In estrema sintesi: i correlati elettrofunzionali nei primati sono compatibili con un’attività di conservazione delle rappresentazioni e, dunque, tale ruolo viene riconosciuto alla lPFC principalmente dai ricercatori impegnati in studi che hanno adottato questo metodo e questi probandi; i quadri di neuroimmagine funzionale nell’uomo suggeriscono un controllo delle cortecce sensoriali da parte della lPFC. Un altro elemento che complica il giudizio è dato dalle differenze nell’esercizio al compito (task training) e nell’esposizione allo stimolo.

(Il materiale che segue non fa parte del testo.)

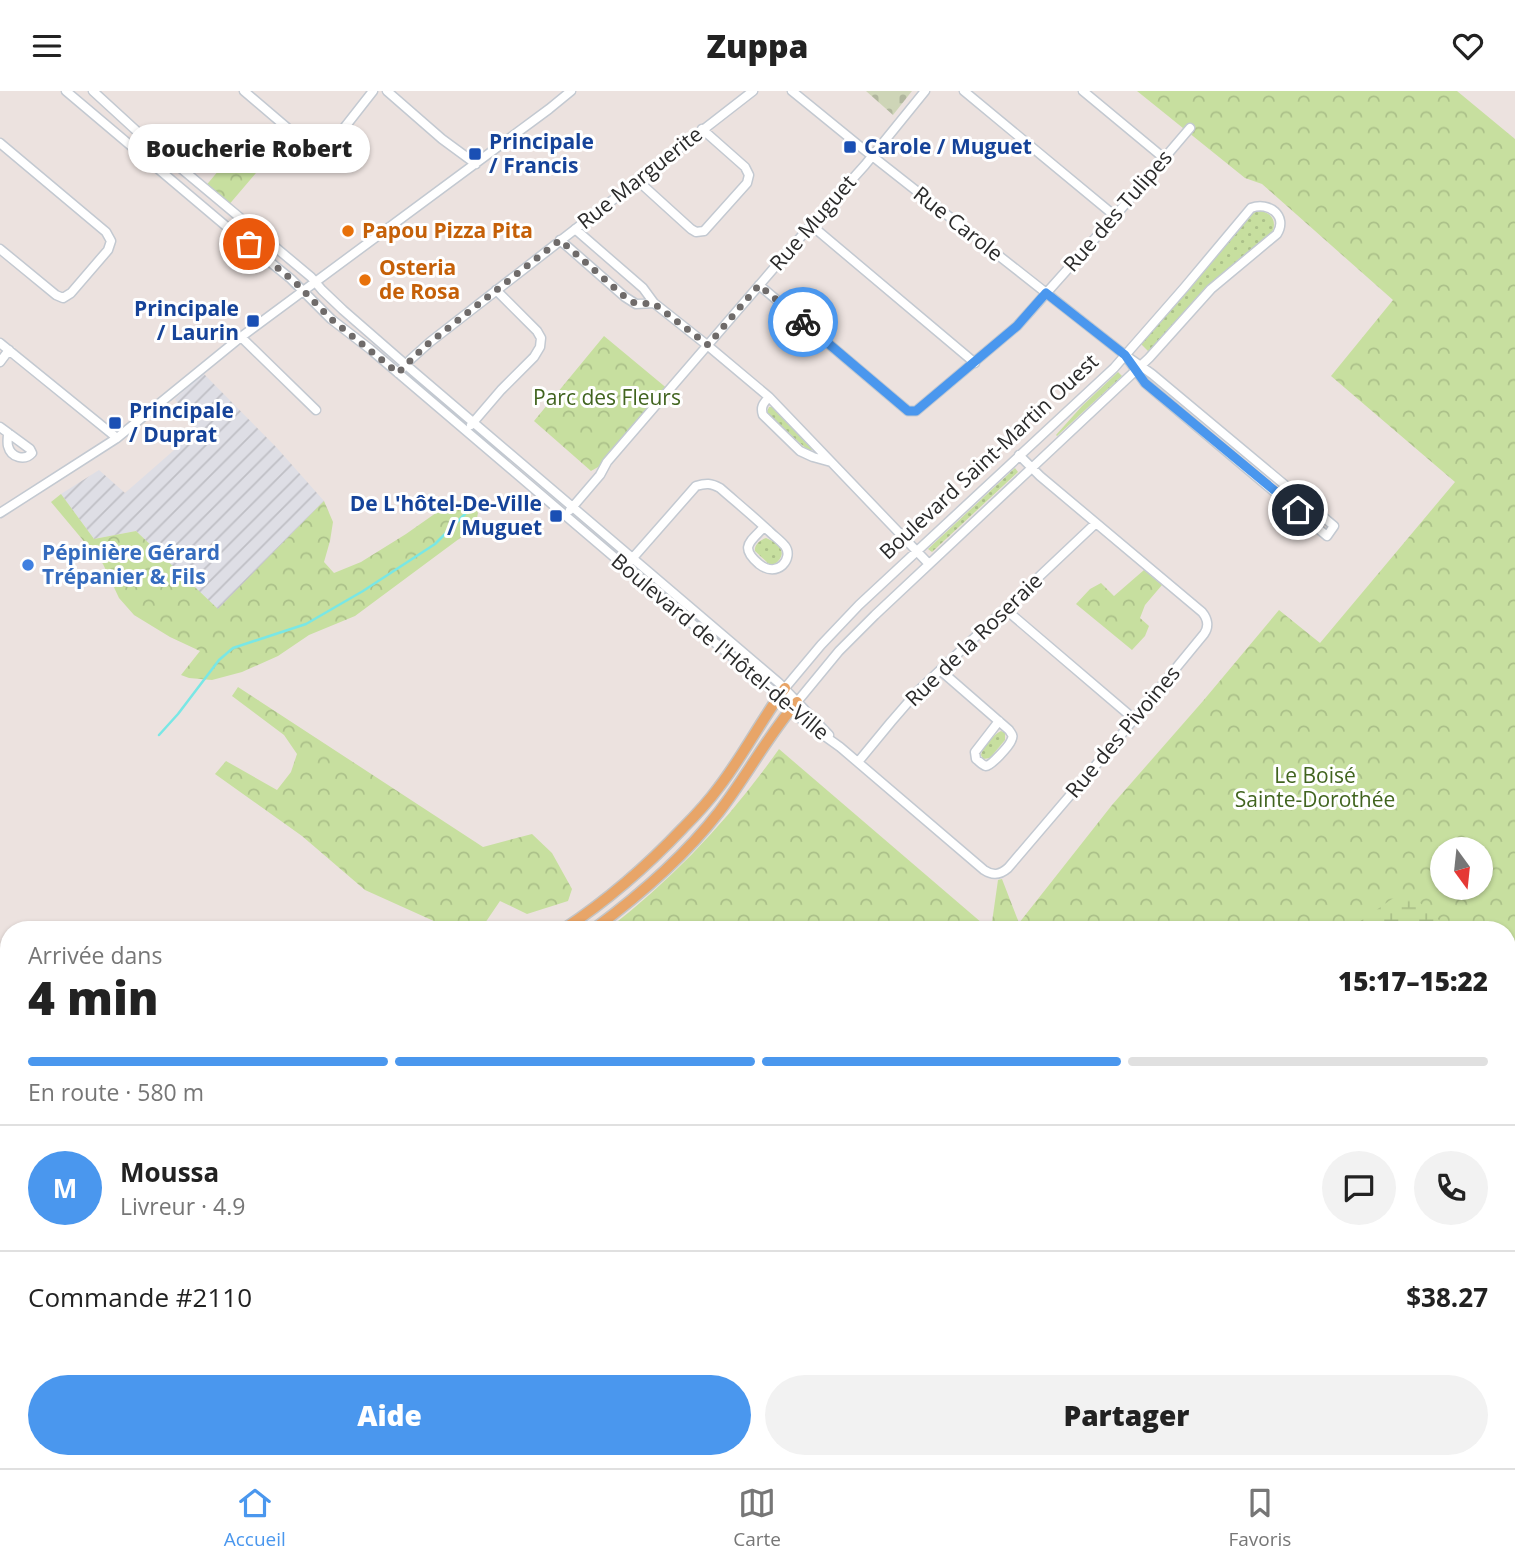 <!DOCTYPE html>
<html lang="fr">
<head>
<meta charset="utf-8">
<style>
  :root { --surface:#fff; --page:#f2f2f2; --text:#222; --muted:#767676; --line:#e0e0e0; --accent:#4a97ee }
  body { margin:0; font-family:"Open Sans",sans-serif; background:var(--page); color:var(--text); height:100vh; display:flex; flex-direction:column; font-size:26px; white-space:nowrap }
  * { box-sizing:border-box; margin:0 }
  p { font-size:23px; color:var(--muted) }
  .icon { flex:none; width:38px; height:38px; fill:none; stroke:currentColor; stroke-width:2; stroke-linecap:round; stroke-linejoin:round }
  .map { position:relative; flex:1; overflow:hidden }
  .sheet { position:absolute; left:0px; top:830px; width:1516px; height:548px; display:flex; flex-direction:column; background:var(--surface); border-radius:28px 28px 0 0; box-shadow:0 2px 5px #0004 }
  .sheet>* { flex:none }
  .needle { width:46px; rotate:165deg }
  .buttons { position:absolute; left:1430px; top:746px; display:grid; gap:14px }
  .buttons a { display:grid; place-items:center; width:63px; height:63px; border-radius:50%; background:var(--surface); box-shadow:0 2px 5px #0004; font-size:35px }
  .pin { position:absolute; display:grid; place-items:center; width:60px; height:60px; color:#fff; margin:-30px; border:4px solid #fff; border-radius:50%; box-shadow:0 2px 7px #0007 }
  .courier { position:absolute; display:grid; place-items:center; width:70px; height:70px; margin:-35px; border:5px solid #4a97ee; border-radius:50%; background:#fff; color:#222; box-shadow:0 2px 9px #0007 }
  .bubble { position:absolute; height:49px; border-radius:24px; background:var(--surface); box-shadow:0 2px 5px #0004; font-size:23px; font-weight:800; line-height:49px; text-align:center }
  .summary em { font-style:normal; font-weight:800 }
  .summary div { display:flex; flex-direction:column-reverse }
  .summary { display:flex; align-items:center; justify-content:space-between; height:119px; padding:0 28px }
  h1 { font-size:46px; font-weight:800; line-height:52px }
  .bar { display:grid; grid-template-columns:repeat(4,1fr); gap:10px 7px; align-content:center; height:84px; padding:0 28px }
  .bar i { height:9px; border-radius:5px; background:var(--line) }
  .bar .active { background:var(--accent) }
  .bar p { grid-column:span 4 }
  .line { display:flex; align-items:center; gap:18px; padding:0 28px; border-top:2px solid var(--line) }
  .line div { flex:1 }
  .round { display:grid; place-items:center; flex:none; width:74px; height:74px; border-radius:37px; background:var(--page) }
  .button { display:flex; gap:14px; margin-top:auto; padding:14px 28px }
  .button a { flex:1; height:80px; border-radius:42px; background:var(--accent); color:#fff; font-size:28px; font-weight:800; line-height:80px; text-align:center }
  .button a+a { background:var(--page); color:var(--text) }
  header { display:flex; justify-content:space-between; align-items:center; height:91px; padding:0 28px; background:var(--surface); font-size:32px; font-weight:800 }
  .tabs { display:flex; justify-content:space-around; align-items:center; height:98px; border-top:2px solid var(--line); background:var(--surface); font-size:19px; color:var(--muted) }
  .tabs a { display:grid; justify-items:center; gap:4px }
  .tabs .active { color:var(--accent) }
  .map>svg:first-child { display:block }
</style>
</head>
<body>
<header><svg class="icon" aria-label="menu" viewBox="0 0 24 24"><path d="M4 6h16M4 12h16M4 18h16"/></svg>Zuppa<svg class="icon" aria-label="heart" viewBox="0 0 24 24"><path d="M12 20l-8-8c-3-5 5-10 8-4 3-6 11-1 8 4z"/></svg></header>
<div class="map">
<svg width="1515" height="1377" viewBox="0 0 1515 1377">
  <defs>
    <pattern id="industrial-furrows" width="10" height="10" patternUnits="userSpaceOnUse" patternTransform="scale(1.75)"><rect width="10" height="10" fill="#dedee5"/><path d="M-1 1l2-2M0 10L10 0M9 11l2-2" fill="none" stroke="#bfbfc5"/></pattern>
    <pattern id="grass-dots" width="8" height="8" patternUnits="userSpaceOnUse" patternTransform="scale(1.75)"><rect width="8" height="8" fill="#c7df9f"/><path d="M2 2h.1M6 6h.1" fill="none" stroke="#abc089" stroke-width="1.8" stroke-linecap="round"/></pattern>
    <pattern id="forest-crowns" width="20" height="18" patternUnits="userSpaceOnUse" patternTransform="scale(1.75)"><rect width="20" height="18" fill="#c7df9f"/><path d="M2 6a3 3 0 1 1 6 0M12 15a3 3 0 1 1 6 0" fill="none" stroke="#abc089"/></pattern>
    <pattern id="wetland-marsh" width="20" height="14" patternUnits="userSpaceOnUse" patternTransform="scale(1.75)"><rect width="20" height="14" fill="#c7df9f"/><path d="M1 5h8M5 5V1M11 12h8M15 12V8" fill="none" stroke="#abc089"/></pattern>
    <pattern id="cemetery-stones" width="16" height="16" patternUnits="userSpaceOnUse" patternTransform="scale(1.75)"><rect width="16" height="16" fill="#ced5b7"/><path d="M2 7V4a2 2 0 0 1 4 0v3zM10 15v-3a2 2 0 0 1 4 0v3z" fill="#b1b79e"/></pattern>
  </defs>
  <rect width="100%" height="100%" fill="#ece2df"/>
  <path fill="url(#industrial-furrows)" d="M203,282L277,357L324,410L218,519L136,440L94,448L61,403L99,379L125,402L197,339L175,308Z"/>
  <path fill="url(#grass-dots)" d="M1261,120C1272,122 1277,131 1272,141L1205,197L1149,261L1141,253L1193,194L1251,124L1255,121Z
    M1118,281L1122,285L1057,345L1056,344L1082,315Z
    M769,316H774L810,354L812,359L809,360L768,324L767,321Z
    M1015,377L1018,381L932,461L928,458Z
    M766,447C780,453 789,462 774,474H770L755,460C754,454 760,449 766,447Z
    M639,476L729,553L728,554L693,529L636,480Z
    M1001,640L1005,642V649L990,667L983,668L981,664C983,655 993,644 1001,640Z"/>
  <path fill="url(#forest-crowns)" fill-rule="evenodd" d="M1137,0H1457L1515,48V1377H0V1028L9,1025V1368H1507V838H991L998,789L1002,788L1019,832L1112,714L1203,610L1279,519L1320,552L1455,391L1331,285L1393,209L1262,93L1245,87ZM1442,758H1480V796H1442Z
    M239,55L262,75L227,116L204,97Z
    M604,245L669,299L607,371L591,380L534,330Z
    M61,403L94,448L136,440L218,518L324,410L333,431L330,450L324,471L334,482L361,471L406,443L453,410L472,411L478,422L475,436L355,525L309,544L278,565L242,581L212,589L189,587L181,584L200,560L170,546L134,524L119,507L103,473L51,411Z
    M1144,479L1162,494L1145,514L1140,527L1149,535L1145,545L1132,559L1076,513L1090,498L1101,492L1114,505Z
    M238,596L483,756L532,743L552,762L572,798L568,810L527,823L500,810L483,835L485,838H446L436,831L365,799L302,745L215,683L226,670L277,699L291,681L297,663L284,644L232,605Z
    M779,658L989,838H608C674,787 731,726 779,658Z"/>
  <path fill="url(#wetland-marsh)" d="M1404,807L1419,811L1449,838H1349L1392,808Z
    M1515,856V977L1507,979V857Z
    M1041,1369L1040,1377H917L928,1369Z"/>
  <path fill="url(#cemetery-stones)" d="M866,0H912L893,24Z"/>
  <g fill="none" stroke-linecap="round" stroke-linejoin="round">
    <path stroke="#79e7e5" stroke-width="2.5" d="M159,644L178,623L219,569L233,557L306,533L363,500L435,453L465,423"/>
    <g stroke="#c3c9d1" stroke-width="11">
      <path id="minor" d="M66,0L227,136L291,188L331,228L370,258L695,535L773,600L801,628L840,656L984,779C993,785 1000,784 1008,777L1107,661L1204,543C1209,536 1208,528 1202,521L1040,385L1019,364
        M93,0L141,44L311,186L322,199L343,219L413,280L779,592L829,644
        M244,0L305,52L318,53L337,46L373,0
        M387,0L442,48L476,73
        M792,0L862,57L1125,264L1152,283L1334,435L1327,445L1145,292L1125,264
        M964,0L1115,125
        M1083,0L1165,68
        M0,52L106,141L111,150L108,159L71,202L63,207L56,204L0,158
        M637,89L691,138L696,141L704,140L747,92L749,84L745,76L702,38
        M811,134L975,272
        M575,138L643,197L654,212L707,254L769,306L929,473
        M560,149L625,206L636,213L654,212
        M759,194L908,320H916L1017,235L1115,125L1190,37
        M241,246L316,319
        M0,252L117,347
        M0,271L9,259
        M398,282L411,268L430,251L753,0
        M769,306C764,312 760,315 763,324L800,360L813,366L831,371
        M471,334L501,299L534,266L540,256L541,247L537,240L496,199
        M0,336L30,358L32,362C25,370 11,367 8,355C7,351 8,347 8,342
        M570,419L600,384L607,371L811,134L865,74L925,0
        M0,422L117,347L241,246L549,18L571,0
        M631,469L696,395C706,392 711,392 720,397C736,411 753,425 769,440C774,445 780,449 785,455C794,467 778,488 759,473C739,456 750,451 764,436
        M1005,518L1134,628
        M940,579L1009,639C1012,644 1014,644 1011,650C1009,655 991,675 986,675C982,674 979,670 976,668L975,661L999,630
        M785,597L821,554L859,514L1114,277L1184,197L1251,117C1269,110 1288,125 1277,143L1211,198L1149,267L875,524L839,560L797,611
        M858,671L891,631L917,601L1096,432"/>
    </g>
    <g stroke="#c4c4c4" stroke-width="13">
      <path id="major" d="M564,838C608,809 647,775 683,737C696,724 708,711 719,696C743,665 761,629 785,597
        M594,838C640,804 684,766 719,721C747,685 768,644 797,611
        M0,1000L9,997
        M0,1018L9,1015"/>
    </g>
    <use href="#minor" stroke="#fff" stroke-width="8"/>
    <use href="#major" stroke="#e8a568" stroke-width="10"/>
  </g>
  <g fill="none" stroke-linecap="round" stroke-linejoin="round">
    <path stroke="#6f6b6a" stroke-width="7" stroke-dasharray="0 12.6" d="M249,153L296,192L331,228L398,282L424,256L560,149L625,206L636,213L653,212L708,254L759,194L803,231"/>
    <path stroke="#4a97ee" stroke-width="9" d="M803,231L908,320H916L1017,235L1046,202L1125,264L1145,292L1298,419"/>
  </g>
  <g fill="#1a4fb4" stroke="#fff" stroke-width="2.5">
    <rect x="843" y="49" width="14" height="14" rx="3.5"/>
    <rect x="468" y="56" width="14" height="14" rx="3.5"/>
    <rect x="246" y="223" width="14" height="14" rx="3.5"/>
    <rect x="108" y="325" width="14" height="14" rx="3.5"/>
    <rect x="549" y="418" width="14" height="14" rx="3.5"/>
  </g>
  <g fill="#e8710a" stroke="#fff" stroke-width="2.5">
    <circle cx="348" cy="140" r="7"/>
    <circle cx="365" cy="189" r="7"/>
  </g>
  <circle fill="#3f7fe0" stroke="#fff" stroke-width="2.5" cx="28" cy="474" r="7"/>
  <g text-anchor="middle" stroke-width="6" stroke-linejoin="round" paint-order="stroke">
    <g font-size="21" font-weight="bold" fill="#164399" stroke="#fff" text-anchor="start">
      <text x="489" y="58">Principale<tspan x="489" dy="24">/ Francis</tspan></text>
      <text x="864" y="63">Carole / Muguet</text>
      <text x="239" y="225" text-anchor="end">Principale<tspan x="239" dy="24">/ Laurin</tspan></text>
      <text x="129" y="327">Principale<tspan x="129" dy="24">/ Duprat</tspan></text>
      <text x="542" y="420" text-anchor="end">De L'hôtel-De-Ville<tspan x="542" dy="24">/ Muguet</tspan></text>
    </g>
    <g font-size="21" fill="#2b2b2b" stroke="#fff">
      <text transform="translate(640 87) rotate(-38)" y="7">Rue Marguerite</text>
      <text transform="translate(1118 120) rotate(-49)" y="7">Rue des Tulipes</text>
      <text transform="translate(813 132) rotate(-49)" y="7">Rue Muguet</text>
      <text transform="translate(958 133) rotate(38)" y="7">Rue Carole</text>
      <text transform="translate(989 366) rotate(-43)" y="7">Boulevard Saint-Martin Ouest</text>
      <text transform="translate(974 549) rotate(-44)" y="7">Rue de la Roseraie</text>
      <text transform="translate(720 556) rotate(40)" y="7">Boulevard de l'Hôtel-de-Ville</text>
      <text transform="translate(1123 641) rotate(-50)" y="7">Rue des Pivoines</text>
    </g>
    <g font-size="21" font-weight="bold" fill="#c56008" stroke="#fff" text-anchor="start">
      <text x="362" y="147">Papou Pizza Pita</text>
      <text x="379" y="184">Osteria<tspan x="379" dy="24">de Rosa</tspan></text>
    </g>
    <g font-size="21" fill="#41641f" stroke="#fff">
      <text x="607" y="314">Parc des Fleurs</text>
      <text x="1315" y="692">Le Boisé<tspan x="1315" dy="24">Sainte-Dorothée</tspan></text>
    </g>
    <g font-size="21" font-weight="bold" fill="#366cbe" stroke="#fff" text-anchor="start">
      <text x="42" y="469">Pépinière Gérard<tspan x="42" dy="24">Trépanier &amp; Fils</tspan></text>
    </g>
  </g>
</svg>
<div class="buttons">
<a><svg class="needle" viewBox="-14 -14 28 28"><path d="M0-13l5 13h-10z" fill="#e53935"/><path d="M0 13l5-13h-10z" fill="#767676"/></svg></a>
</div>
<div class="pin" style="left:249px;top:153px;background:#ea580c"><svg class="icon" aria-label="bag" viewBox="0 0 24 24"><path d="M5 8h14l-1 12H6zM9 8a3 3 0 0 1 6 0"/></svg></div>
<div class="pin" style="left:1298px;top:419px;background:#1f2937"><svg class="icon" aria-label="home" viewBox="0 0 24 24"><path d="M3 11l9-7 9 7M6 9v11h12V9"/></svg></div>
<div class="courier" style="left:803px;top:231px"><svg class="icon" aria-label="bike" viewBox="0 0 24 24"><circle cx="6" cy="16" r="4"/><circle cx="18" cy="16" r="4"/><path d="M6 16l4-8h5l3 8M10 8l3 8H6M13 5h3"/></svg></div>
<div class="bubble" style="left:128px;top:33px;width:242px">Boucherie Robert</div>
<section class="sheet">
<div class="summary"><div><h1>4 min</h1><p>Arrivée dans</p></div><em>15:17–15:22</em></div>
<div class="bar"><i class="active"></i><i class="active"></i><i class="active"></i><i></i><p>En route · 580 m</p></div>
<div class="line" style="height:126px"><b class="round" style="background:var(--accent);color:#fff">M</b><div><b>Moussa</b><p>Livreur · 4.9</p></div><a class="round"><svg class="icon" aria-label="chat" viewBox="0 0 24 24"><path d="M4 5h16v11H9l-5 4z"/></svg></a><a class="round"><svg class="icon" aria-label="phone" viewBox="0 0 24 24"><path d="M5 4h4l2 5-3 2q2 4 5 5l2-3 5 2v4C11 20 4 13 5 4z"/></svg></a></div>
<div class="line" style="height:91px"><div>Commande #2110</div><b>$38.27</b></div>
<div class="button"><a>Aide</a><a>Partager</a></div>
</section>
</div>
<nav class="tabs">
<a class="active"><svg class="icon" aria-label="home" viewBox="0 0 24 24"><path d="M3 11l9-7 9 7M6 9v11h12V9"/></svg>Accueil</a>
<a><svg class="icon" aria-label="map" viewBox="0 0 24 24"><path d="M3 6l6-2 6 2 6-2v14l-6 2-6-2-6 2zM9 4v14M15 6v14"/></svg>Carte</a>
<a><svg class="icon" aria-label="saved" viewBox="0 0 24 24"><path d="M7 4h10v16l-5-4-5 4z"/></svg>Favoris</a>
</nav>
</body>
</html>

Jacob A. Miller, Arielle Tambini, Anastasia Kiyonaga e Mark D’Esposito hanno esplorato una possibilità molto stimolante per l’interpretazione della differenza di rilievi, ossia se l’esercizio a lungo termine modifica il ruolo della lPFC nella working memory.

I risultati dello studio sembrano essere illuminanti e possono condurre alla definitiva risoluzione della controversia.

(Miller J. A. et al., Long-term learning transform prefrontal cortex representation during working memory. Neuron – Epub ahead of print doi: 10.1016/j.neuron.2022.09.019, 2022).

La provenienza degli autori è la seguente: Helen Willis Neuroscience Institute, University of California, Berkley, CA (USA); Department of Psychology, University of California, Berkley, CA (USA); Wu Tsai Institute, Department of Psychiatry, Yale University, New Haven, CT (USA); Center for Biomedical Imaging and Neuromodulation, Nathan Kline Institute for Psychiatric Research, Orangeburg, NY (USA); Department of Cognitive Science, University of California, San Diego, CA (USA).

Riprendo qui, traendole dalla prefazione a The Prefrontal Cortex, le parole di Joaquin Fuster, lo scopritore delle cellule della memoria nella corteccia prefrontale, per introdurre il lavoro sperimentale qui recensito.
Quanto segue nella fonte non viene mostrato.